TASK INSTRUCTIONS
Here the job is to transcribe the data verbatim while leaving each picture out.

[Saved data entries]

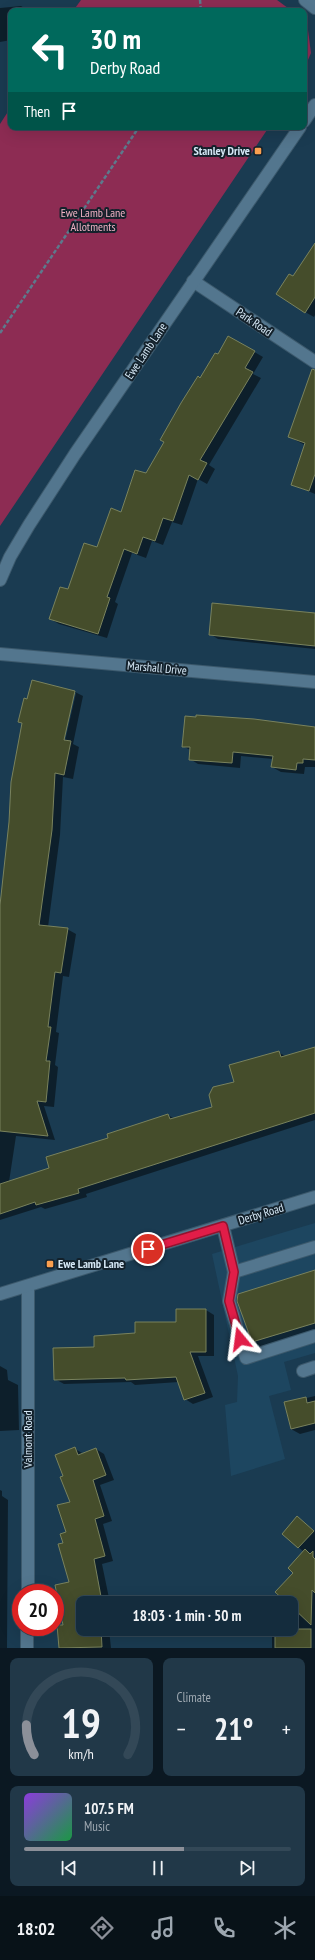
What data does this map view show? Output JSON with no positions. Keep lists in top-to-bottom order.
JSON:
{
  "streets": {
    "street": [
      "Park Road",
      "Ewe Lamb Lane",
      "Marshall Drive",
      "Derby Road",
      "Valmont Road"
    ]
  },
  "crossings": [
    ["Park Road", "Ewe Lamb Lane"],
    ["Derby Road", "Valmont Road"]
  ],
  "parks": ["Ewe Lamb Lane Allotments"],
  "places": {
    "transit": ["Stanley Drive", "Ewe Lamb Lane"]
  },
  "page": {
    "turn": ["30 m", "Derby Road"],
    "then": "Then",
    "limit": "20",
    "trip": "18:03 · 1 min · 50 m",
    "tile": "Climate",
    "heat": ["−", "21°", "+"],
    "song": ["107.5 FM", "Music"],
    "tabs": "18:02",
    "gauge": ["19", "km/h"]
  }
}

SOLUTION
What data does this map view show? Output JSON with no positions. Keep lists in top-to-bottom order.
JSON:
{
  "streets": {
    "street": [
      "Park Road",
      "Ewe Lamb Lane",
      "Marshall Drive",
      "Derby Road",
      "Valmont Road"
    ]
  },
  "crossings": [
    ["Park Road", "Ewe Lamb Lane"],
    ["Derby Road", "Valmont Road"]
  ],
  "parks": ["Ewe Lamb Lane Allotments"],
  "places": {
    "transit": ["Stanley Drive", "Ewe Lamb Lane"]
  },
  "page": {
    "turn": ["30 m", "Derby Road"],
    "then": "Then",
    "limit": "20",
    "trip": "18:03 · 1 min · 50 m",
    "tile": "Climate",
    "heat": ["−", "21°", "+"],
    "song": ["107.5 FM", "Music"],
    "tabs": "18:02",
    "gauge": ["19", "km/h"]
  }
}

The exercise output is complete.